Some very good performances but, overall, a bit of a disappointment, 31 May 2005
Author: Gary M. James from United States

"Our Fathers", which is based on the book by David France, deserves an epic-size treatment of the sexual abuse of children by some clergy members within the Boston Archdiocese and the politics within the Catholic Church on this matter.

The movie is not as powerful as it could have been. That is not to say screenwriter Thomas Michael Donnelly and veteran director Dan Curtis (Dark Shadows, The Winds of War, War and Remembrance) totally failed. The scenes of abuse were handled with great sensitivity, they were not gratuitous or exploitive.

There are some very heartbreaking moments which include Ellen Burstyn as the mother of seven children who were all abused by one priest. Burstyn only appears in the film for only a few minutes but she makes the most of her scenes. (Update: If the group that awards the Emmys wanted to nominate a short but powerful performance by Burstyn, it should have been this one not the 14 second performance in Mrs. Harris. But I digress.)

Also of note, Chris Bauer who plays Olan Horne, one of the victims. He has a scene in which he is taunted by a couple of insensitive men at a local deli. When he graphically describes to them how he was abused, I was almost in tears. Bauer was a standout.

Christopher Plummer does a good job playing Cardinal Bernard Law. It would have been very easy to play him as a caricature (which, in my opinion, is what happened with the actors who portrayed the young and adult Fr. Geoghan) and Plummer somehow gave him some sympathetic qualities which made him a bit more complex.
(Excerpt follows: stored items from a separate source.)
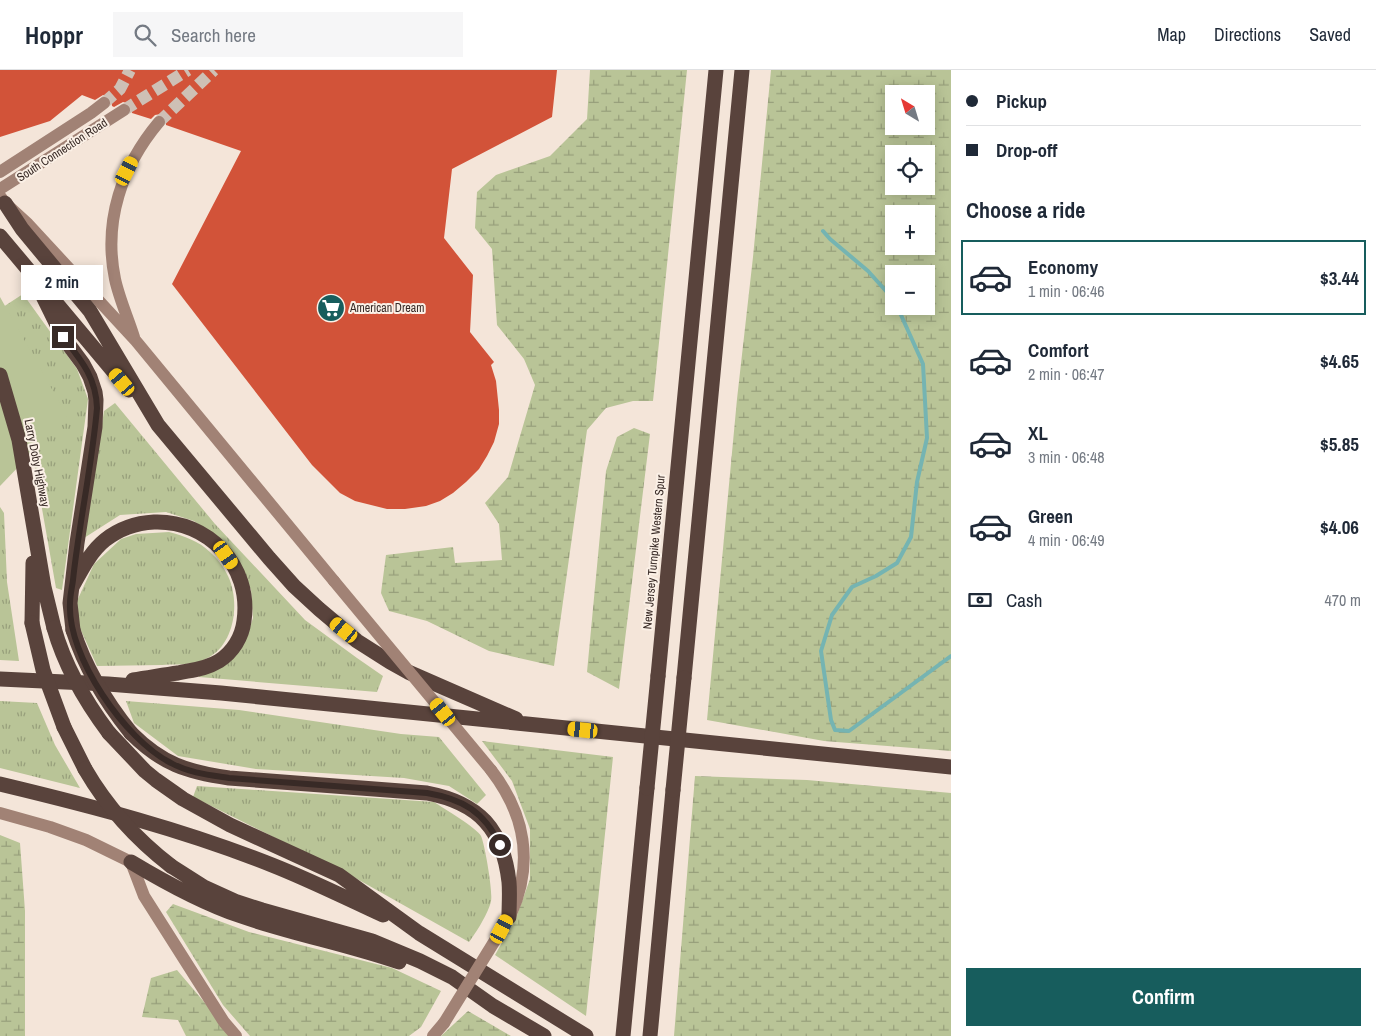 <!DOCTYPE html>
<meta charset="utf-8">
<style>
:root{--surface:#fff;--page:#f6f6f7;--text:#1f2937;--muted:#747a83;--line:#e0e1e3;--accent:#175d5d}
body{margin:0;font-family:"Archivo Narrow",sans-serif;background:var(--page);color:var(--text);height:100vh;display:flex;flex-direction:column;font-size:19px;white-space:nowrap}
*{box-sizing:border-box;margin:0}
p{font-size:16px;color:var(--muted)}
.icon{flex:none;width:28px;height:28px;fill:none;stroke:currentColor;stroke-width:2;stroke-linecap:round;stroke-linejoin:round}
.map{position:relative;flex:1;overflow:hidden}
.sheet{display:flex;flex-direction:column;background:var(--surface);width:425px}
.sheet>*{flex:none}
.top-card{display:grid;align-content:center;height:110px;padding:0 15px;background:var(--surface)}
.needle{width:32px;rotate:322deg}
.tools{position:absolute;left:885px;top:15px;display:grid;gap:10px}
.tools a{display:grid;place-items:center;width:50px;height:50px;border-radius:0px;background:var(--surface);box-shadow:0 2px 12px #0003;font-size:25px}
.end{position:absolute;width:22px;height:22px;margin:-11px;border:6px solid #382a26;background:#fff;box-shadow:0 0 0 2px #fff}
.from{border-radius:50%}
.bubble{position:absolute;height:35px;border-radius:0px;background:var(--surface);box-shadow:0 2px 12px #0003;font-size:16px;font-weight:700;line-height:35px;text-align:center}
.car{position:absolute;width:15px;height:30px;margin:-15px -8px;border-radius:6px;box-shadow:0 0 4px 1px #0007;background:linear-gradient(#f5c518 24%,#345 0 40%,#f5c518 0 76%,#345 0 86%,#f5c518 0)}
.top-card b{display:flex;align-items:center;gap:18px;height:48px;font-size:19px}
.top-card b+b{border-top:1px solid var(--line)}
.top-card i{width:12px;height:12px;background:var(--text)}
ul{padding:0;list-style:none}
li{display:flex;align-items:center;gap:15px;height:75px;margin:0 10px 8px;padding:0 5px;border:2px solid transparent;border-radius:0px}
li div{flex:1}
li b{display:block;font-size:19px}
li em{font-style:normal;font-weight:700}
li.active{border-color:var(--accent)}
li>.icon{width:45px;height:45px;stroke-width:1.5}
h2{padding:0 15px;font-size:22px;line-height:60px}
.pay{display:flex;align-items:center;gap:12px;height:55px;padding:0 15px;font-size:19px}
.pay p{margin-inline-start:auto}
.cta{display:flex;gap:10px;margin-top:auto;padding:10px 15px}
.cta a{flex:1;height:58px;border-radius:0px;background:var(--accent);color:#fff;font-size:20px;font-weight:700;line-height:58px;text-align:center}
header{display:flex;align-items:center;gap:30px;box-sizing:border-box;height:70px;padding:0 25px;background:var(--surface);border-bottom:1px solid var(--line)}
header strong{font-size:24px}
nav{display:flex;gap:28px;margin-inline-start:auto;font-size:18px}
.search{width:350px;height:45px;background:var(--page);display:flex;align-items:center;gap:12px;box-sizing:border-box;padding:0 18px;border-radius:0px;color:var(--muted);font-size:19px}
main{display:flex;flex:1;min-height:0}
.map>svg:first-child{display:block}
.grass{fill:url(#grass-tufts)}
.wetland{fill:url(#wetland-marsh);fill-rule:evenodd}
.pitch{fill:#b9c497}
.lines{fill:none;stroke-linecap:round;stroke-linejoin:round}
.stream{stroke:#75b4b2;stroke-width:4}
.building{fill:#d25339}
.secondary-tunnel{stroke:#cec0b5;stroke-width:12;stroke-dasharray:12 6;stroke-linecap:butt}
.secondary{stroke:#a18275;stroke-width:12}
.highway{stroke:#59433c;stroke-width:15}
.secondary-bridge{stroke:#a18275;stroke-width:12}
.highway-bridge{stroke:#59433c;stroke-width:15}
.route{stroke:#382a26;stroke-width:6}
.labels{text-anchor:middle;stroke-width:4;stroke-linejoin:round;paint-order:stroke}
.street-label{font-size:12px;fill:#382a26;stroke:#fbf0e6}
.poi-label{font-size:12px;fill:#382a26;stroke:#fbf0e6;text-anchor:start}
</style>
<header>
<strong>Hoppr</strong>
<div class="search"><svg class="icon" aria-label="search" viewBox="0 0 24 24"><circle cx="10" cy="10" r="6"/><path d="M15 15l6 6"/></svg>Search here</div>
<nav><a>Map</a><a>Directions</a><a>Saved</a></nav>
</header>
<main>
<div class="map">
<svg width="951" height="966" viewBox="0 0 951 966">
<defs>
<pattern id="grass-tufts" width="24" height="20" patternUnits="userSpaceOnUse" patternTransform="scale(1.25)"><rect width="24" height="20" fill="#b9c497"/><path d="M3 7l-1-3M5 7V3M7 7l1-3M15 17l-1-3M17 17v-4M19 17l1-3" fill="none" stroke="#979f7b"/></pattern>
<pattern id="wetland-marsh" width="20" height="14" patternUnits="userSpaceOnUse" patternTransform="scale(1.25)"><rect width="20" height="14" fill="#b9c497"/><path d="M1 5h8M5 5V1M11 12h8M15 12V8" fill="none" stroke="#979f7b"/></pattern>
</defs>
<rect width="100%" height="100%" fill="#f4e5d9"/>
<path class="grass" d="M23,224L77,299L88,329L62,520L56,518L26,348L0,239Z
M115,333L215,454L305,550L357,588L383,606L377,622L199,607V605L246,569L253,548L251,520L235,487L224,473L194,451L166,442L120,445L84,468L104,341Z
M0,437L4,443L7,512L19,591L0,590Z
M169,462C184,466 199,471 210,482C217,488 224,497 228,506C240,531 235,571 211,586C206,589 198,593 193,593C183,595 172,594 162,595C140,595 119,596 97,596L79,556L77,531L94,494L121,469L136,464Z
M0,631L37,633L55,675L80,718L0,698Z
M126,631L239,640L401,664L439,667L486,725L477,734L449,716L404,708L256,699L178,686L134,653Z
M197,716L434,732C443,738 477,758 481,766C485,775 493,822 491,831C489,842 476,863 469,872L350,805L193,727Z"/>
<path class="wetland" d="M590,0H687L653,331H633L606,338L587,360L554,596L489,581L427,551L389,541L381,523L386,485L453,477L455,493L502,490L499,454L485,433L508,407L535,315L524,289L497,255L492,179L475,158L477,122L496,105L550,86L587,49Z
M771,0H951V681L824,671L707,650L737,329L753,187ZM894,24H926V56H894ZM894,84H926V116H894ZM894,144H926V176H894ZM894,204H926V236H894Z
M634,358L650,364L619,619L587,602L606,401L617,367Z
M482,671L613,687L586,946L495,885L516,848L530,809V759L512,711Z
M695,706L807,710L951,723V966H674Z
M0,765L20,773L25,841V966H0Z
M173,834L249,862L392,898L441,921L421,957L409,966H250L223,935L166,842Z
M177,900L233,966H186L178,950L142,947L151,908Z
M468,941L511,966H441Z"/>
<path class="pitch" d="M0,227L67,346L0,416Z"/>
<g class="lines">
<path class="stream" d="M823,161L830,169L868,201L894,230
M897,236L923,294L927,368L917,412L911,467L897,493L876,506L852,517L832,545L821,581L831,650L835,660L849,661L951,586"/>
</g>
<path class="building" d="M0,0H557L552,47L452,99L444,168L473,205L470,262L494,292L491,295L496,311L499,340V354L494,372L487,386L479,399L466,412L453,423L440,431L426,436L405,439H387L355,431L340,423L312,395L172,214L241,81L166,55V48L161,44L155,45L151,49L132,43L131,36L127,33L123,32L114,37L112,36L111,28L108,26L103,25L95,30L82,25L50,51L0,67Z"/>
<g class="lines">
<path class="secondary-tunnel" d="M104,33L120,19L130,0
M124,40L188,0
M159,52L214,0"/>
<path class="secondary" d="M0,102L91,43L104,33
M0,119L124,40
M0,126L5,133L28,154L136,271L334,511
M134,267C128,248 119,228 115,209C103,151 122,96 159,52
M491,700C525,744 534,793 511,844
M0,743L50,757L86,770L131,792L144,826L217,941L224,952L236,966
M433,966L444,953"/>
<path class="highway" d="M5,133L22,159L90,241L158,355L269,488L294,516L319,539L357,571L390,592L408,602L516,649
M0,166L129,320
M34,208L63,267L83,294L90,307L95,322L96,330L95,357L77,473L70,533L73,560
M0,305L19,370L44,517L54,558
M72,517C81,501 90,482 105,470C119,459 136,453 154,452C208,450 252,496 244,551C242,567 233,582 219,591C206,599 192,600 178,603C163,605 148,608 133,610
M32,553L33,493
M658,606L716,0
M684,608L742,0
M0,609L108,614L221,623L951,697
M64,657L85,699
M109,663L145,701L156,710L183,729L230,755L339,805L419,863L586,966
M131,663C162,694 187,702 229,708L427,723C479,733 503,759 509,812C510,823 509,835 509,847
M0,714C92,736 184,760 272,795C310,810 346,828 383,845
M131,792C166,813 202,833 241,846C293,864 347,874 399,892
M171,796L204,817L237,832L262,840L372,871L420,891L452,907L493,936L544,966
M623,966L647,718
M650,966L673,720"/>
<path class="secondary-bridge" d="M334,511L491,700
M444,953L502,859"/>
<path class="highway-bridge" d="M32,553L43,600L64,657
M54,558C65,597 85,631 109,663
M73,560C85,598 106,632 131,663
M85,699C107,737 136,769 171,796
M647,718L658,606
M673,720L684,608"/>
</g>
<g class="lines">
<path class="route" d="M63,267C81,290 96,307 97,338C92,396 79,453 73,510C72,518 70,525 70,533C67,586 125,670 171,693C189,703 209,705 229,708L427,723C462,729 484,741 500,775"/>
</g>
<defs>
<g id="supermarket-disc" transform="scale(1.4375)"><circle r="9.5" fill="#175d5d" stroke="#fbf0e6"/><path d="M-6-5.5h2.5l.6 2H6L4.5 2H-2.5L-4.4-4H-6ZM-1.5 3.2a1.3 1.3 0 1 0 .1 0ZM3 3.2a1.3 1.3 0 1 0 .1 0Z" fill="#fff"/></g>
</defs>
<g fill-rule="evenodd">
<use href="#supermarket-disc" x="331" y="238"/>
</g>
<g class="labels">
<g class="street-label">
<text transform="translate(62 80) rotate(-33)" y="4">South Connection Road</text>
<text transform="translate(37 393) rotate(79)" y="4">Larry Doby Highway</text>
<text transform="translate(654 482) rotate(-85)" y="4">New Jersey Turnpike Western Spur</text>
</g>
<g class="poi-label">
<text x="350" y="242">American Dream</text>
</g>
</g>
</svg>
<div class="tools">
<a><svg class="needle" viewBox="-14 -14 28 28"><path d="M0-13l5 13h-10z" fill="#e53935"/><path d="M0 13l5-13h-10z" fill="#747a83"/></svg></a>
<a><svg class="icon" aria-label="locate" viewBox="0 0 24 24"><circle cx="12" cy="12" r="6"/><path d="M12 2v4M12 18v4M2 12h4M18 12h4"/></svg></a>
<a>+</a>
<a>−</a>
</div>
<i class="end from" style="left:500px;top:775px"></i>
<i class="end" style="left:63px;top:267px"></i>
<div class="bubble" style="left:21px;top:195px;width:82px">2 min</div>
<i class="car" style="left:127px;top:101px;rotate:27deg"></i>
<i class="car" style="left:122px;top:312px;rotate:320deg"></i>
<i class="car" style="left:226px;top:485px;rotate:145deg"></i>
<i class="car" style="left:344px;top:560px;rotate:309deg"></i>
<i class="car" style="left:443px;top:642px;rotate:321deg"></i>
<i class="car" style="left:583px;top:660px;rotate:276deg"></i>
<i class="car" style="left:502px;top:859px;rotate:28deg"></i>
</div>
<section class="sheet">
<div class="top-card">
<b><i class="from"></i>Pickup</b>
<b><i></i>Drop-off</b>
</div>
<h2>Choose a ride</h2>
<ul>
<li class="active"><svg class="icon" aria-label="car" viewBox="0 0 24 24"><path d="M5 17H2v-5l4-1 3-4h7l3 4 3 1v5h-3M9 17h6M6 11h13"/><circle cx="7" cy="17" r="2"/><circle cx="17" cy="17" r="2"/></svg><div><b>Economy</b><p>1 min · 06:46</p></div><em>$3.44</em></li>
<li><svg class="icon" aria-label="car" viewBox="0 0 24 24"><path d="M5 17H2v-5l4-1 3-4h7l3 4 3 1v5h-3M9 17h6M6 11h13"/><circle cx="7" cy="17" r="2"/><circle cx="17" cy="17" r="2"/></svg><div><b>Comfort</b><p>2 min · 06:47</p></div><em>$4.65</em></li>
<li><svg class="icon" aria-label="car" viewBox="0 0 24 24"><path d="M5 17H2v-5l4-1 3-4h7l3 4 3 1v5h-3M9 17h6M6 11h13"/><circle cx="7" cy="17" r="2"/><circle cx="17" cy="17" r="2"/></svg><div><b>XL</b><p>3 min · 06:48</p></div><em>$5.85</em></li>
<li><svg class="icon" aria-label="car" viewBox="0 0 24 24"><path d="M5 17H2v-5l4-1 3-4h7l3 4 3 1v5h-3M9 17h6M6 11h13"/><circle cx="7" cy="17" r="2"/><circle cx="17" cy="17" r="2"/></svg><div><b>Green</b><p>4 min · 06:49</p></div><em>$4.06</em></li>
</ul>
<div class="pay"><svg class="icon" aria-label="cash" viewBox="0 0 24 24"><path d="M3 7h18v10H3z"/><circle cx="12" cy="12" r="2"/></svg>Cash<p>470 m</p></div>
<div class="cta"><a>Confirm</a></div>
</section>
</main>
My main issue with the movie was the decision by the screenwriter and the director to put so much weight on the legal aspects of the case and the news media's part of reporting the story. It does not mean that those aspects of the story should be ignored. Perhaps it had more to do with the source material. Author David France covered the crisis when he was a senior editor at Newsweek.

Because of this, despite some good scenes, I thought Ted Danson performance as Mitchell Garabedian was problematic. I was unable to connect with his character because I was paying more attention to the victims and the clergy. To me, Garabedian is a secondary character who was placed in a lead role. Also, I was very unimpressed with the scenes involving the reporters at the Boston Globe. It felt like a poor imitation of "All The President's Men".
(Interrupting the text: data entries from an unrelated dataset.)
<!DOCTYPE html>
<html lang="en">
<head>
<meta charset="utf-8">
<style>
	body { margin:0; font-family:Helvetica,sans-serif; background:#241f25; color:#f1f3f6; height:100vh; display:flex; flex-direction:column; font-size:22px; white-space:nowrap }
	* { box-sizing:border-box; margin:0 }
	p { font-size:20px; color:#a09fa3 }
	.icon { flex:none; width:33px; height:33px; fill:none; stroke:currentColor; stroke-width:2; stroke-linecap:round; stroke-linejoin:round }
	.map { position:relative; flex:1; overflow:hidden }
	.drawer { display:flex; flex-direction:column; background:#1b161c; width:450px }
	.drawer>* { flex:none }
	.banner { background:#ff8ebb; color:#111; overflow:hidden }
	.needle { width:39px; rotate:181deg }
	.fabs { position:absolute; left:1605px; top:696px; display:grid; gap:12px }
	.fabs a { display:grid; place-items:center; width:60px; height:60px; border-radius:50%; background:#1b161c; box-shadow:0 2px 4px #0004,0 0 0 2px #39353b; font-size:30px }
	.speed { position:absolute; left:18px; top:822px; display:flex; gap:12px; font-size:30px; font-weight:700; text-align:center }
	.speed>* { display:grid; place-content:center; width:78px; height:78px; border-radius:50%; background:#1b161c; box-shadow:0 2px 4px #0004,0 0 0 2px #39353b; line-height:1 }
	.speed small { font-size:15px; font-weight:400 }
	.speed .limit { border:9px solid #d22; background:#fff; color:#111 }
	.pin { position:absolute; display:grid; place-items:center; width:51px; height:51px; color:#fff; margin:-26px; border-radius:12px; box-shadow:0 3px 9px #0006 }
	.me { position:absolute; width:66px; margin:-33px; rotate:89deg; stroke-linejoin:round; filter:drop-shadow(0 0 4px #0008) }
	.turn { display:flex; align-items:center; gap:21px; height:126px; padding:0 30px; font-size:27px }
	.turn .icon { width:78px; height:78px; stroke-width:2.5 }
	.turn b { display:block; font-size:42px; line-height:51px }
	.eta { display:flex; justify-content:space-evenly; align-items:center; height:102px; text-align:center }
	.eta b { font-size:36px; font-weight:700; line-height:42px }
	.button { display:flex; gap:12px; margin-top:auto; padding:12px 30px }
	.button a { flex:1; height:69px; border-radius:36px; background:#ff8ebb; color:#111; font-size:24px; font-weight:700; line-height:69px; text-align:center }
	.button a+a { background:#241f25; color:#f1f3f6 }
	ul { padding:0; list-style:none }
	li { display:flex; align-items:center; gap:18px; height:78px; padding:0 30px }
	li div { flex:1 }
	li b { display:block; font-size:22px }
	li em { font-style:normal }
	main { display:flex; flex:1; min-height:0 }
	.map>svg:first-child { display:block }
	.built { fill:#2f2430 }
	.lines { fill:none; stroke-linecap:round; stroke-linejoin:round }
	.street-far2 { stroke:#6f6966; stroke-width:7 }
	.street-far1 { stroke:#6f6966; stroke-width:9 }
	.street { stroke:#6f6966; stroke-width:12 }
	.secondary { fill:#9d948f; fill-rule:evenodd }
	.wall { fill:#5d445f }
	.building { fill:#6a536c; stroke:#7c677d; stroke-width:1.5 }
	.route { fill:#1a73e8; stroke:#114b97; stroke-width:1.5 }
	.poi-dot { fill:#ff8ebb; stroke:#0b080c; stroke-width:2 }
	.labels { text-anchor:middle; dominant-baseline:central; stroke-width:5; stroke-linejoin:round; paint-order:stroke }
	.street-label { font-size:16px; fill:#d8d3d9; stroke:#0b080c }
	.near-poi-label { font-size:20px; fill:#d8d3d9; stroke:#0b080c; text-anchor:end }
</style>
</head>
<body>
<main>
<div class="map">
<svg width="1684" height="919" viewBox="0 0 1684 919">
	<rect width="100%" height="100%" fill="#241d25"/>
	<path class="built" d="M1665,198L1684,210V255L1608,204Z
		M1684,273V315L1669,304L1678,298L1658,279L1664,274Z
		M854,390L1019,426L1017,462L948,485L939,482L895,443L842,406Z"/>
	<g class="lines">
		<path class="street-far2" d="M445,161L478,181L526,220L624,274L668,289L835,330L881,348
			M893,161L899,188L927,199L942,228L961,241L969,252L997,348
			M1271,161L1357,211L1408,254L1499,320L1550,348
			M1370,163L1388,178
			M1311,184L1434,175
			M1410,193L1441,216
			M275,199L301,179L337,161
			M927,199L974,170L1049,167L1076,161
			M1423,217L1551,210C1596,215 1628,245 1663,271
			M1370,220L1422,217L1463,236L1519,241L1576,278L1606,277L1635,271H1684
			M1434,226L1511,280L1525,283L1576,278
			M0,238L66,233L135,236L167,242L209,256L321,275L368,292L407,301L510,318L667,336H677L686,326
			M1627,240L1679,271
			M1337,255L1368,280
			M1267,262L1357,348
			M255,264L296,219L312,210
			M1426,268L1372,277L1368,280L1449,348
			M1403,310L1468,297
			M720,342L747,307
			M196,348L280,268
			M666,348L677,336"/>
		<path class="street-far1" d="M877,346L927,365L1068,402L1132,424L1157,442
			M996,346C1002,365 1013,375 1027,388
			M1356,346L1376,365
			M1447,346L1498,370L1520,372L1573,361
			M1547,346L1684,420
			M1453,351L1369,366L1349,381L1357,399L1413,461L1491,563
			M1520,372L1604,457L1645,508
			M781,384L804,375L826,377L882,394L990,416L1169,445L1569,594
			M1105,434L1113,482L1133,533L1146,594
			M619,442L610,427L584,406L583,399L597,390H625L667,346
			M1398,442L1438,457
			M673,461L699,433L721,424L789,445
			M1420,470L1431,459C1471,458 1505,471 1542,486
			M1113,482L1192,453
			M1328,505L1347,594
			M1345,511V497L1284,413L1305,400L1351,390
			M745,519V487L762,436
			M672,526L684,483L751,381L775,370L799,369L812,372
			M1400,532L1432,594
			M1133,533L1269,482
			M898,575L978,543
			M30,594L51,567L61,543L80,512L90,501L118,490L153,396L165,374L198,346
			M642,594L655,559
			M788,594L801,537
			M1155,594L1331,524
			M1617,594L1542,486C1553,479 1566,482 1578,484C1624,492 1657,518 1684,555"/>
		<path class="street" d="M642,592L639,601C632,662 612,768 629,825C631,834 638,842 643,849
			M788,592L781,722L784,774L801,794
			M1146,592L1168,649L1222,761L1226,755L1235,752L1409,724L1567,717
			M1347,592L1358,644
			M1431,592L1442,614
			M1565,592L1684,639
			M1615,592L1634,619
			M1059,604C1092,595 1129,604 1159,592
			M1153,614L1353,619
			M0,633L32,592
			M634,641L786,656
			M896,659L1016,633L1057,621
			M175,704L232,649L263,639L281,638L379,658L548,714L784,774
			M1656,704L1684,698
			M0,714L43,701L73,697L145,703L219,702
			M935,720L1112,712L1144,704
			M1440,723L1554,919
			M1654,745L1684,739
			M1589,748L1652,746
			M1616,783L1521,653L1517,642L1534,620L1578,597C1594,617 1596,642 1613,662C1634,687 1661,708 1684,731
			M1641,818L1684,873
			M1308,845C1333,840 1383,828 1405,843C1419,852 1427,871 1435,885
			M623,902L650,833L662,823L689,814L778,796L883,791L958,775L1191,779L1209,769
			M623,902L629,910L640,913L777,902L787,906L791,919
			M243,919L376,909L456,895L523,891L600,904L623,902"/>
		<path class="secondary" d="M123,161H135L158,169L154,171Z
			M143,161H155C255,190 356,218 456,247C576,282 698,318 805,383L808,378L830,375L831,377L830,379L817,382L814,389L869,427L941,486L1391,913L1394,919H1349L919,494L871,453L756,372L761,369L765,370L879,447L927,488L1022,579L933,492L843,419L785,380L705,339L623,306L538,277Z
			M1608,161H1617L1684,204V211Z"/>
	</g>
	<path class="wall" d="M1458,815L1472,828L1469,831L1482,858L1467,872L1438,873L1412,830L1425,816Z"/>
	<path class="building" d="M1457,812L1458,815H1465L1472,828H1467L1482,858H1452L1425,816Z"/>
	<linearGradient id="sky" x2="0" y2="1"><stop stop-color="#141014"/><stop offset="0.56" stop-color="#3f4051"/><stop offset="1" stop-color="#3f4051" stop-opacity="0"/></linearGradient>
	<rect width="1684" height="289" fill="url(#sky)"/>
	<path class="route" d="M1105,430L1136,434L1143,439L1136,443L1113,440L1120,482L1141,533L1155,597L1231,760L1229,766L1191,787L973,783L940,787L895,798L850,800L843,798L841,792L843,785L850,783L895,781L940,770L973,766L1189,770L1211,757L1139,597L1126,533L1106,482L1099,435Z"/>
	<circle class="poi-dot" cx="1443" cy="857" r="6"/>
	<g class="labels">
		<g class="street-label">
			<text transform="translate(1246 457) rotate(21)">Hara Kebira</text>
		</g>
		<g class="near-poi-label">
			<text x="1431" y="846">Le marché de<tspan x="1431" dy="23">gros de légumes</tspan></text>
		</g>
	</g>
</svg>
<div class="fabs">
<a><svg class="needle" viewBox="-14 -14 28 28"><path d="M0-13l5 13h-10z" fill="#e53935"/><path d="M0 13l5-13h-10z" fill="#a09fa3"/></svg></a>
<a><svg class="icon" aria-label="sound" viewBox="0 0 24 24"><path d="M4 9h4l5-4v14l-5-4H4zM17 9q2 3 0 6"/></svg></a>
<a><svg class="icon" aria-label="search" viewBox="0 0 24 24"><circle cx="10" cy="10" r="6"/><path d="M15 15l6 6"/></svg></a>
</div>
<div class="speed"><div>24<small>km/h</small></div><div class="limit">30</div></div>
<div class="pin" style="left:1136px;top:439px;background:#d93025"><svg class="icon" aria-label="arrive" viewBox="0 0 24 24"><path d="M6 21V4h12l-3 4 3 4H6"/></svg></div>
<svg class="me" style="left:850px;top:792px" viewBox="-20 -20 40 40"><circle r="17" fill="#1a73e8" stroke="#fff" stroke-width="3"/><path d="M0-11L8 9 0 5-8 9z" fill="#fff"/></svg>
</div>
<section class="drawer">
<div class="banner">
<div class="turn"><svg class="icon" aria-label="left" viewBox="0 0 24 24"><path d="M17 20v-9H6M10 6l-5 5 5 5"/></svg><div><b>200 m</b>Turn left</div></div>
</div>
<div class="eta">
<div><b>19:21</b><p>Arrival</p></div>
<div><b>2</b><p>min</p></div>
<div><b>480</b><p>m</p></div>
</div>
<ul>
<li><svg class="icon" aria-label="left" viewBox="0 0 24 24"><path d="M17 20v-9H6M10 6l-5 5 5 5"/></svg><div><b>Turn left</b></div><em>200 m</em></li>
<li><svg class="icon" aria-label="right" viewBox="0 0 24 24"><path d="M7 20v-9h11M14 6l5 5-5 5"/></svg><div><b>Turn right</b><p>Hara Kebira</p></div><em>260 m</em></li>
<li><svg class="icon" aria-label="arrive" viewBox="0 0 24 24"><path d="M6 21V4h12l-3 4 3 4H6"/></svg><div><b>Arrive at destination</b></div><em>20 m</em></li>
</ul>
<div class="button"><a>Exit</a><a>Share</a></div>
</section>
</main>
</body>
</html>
There should have been more stories about the adult victims and their families and how these abuses affected their lives. I wished they would have delved more into the politics of the Catholic Church and why the church failed the victims and the reactions of parishioners and how their faith was shaken by this controversy.

I also believe that if the movie was performed chronologically and not used flashbacks, it would have been even more powerful and effective. While watching "Our Fathers", I kept thinking about the landmark, two-part film "The Boys of St. Vincent" (1992 and 1993), which told the true story of the sexual abuse of children at a orphanage in Newfoundland, Canada. The orphanage was run by a religious community. The movies also showed how it affected the victims, their families and the abusers 15 years later.

Also, I found Brian Dennehy's performance as Father Dominic Spagnolia, the clergyman who publicly criticized Cardinal Law and the Boston Archdiocese's handling of the sexual abuse claims but also had skeletons in his own closet, fiercely charismatic and totally fearless. Dennehy has been one of my favorite actors and when he sinks his teeth into a role, watch out. However, I believe the story of Father Spagnolia deserves a movie of its own.

Overall, "Our Fathers" was well-intended but not totally successful.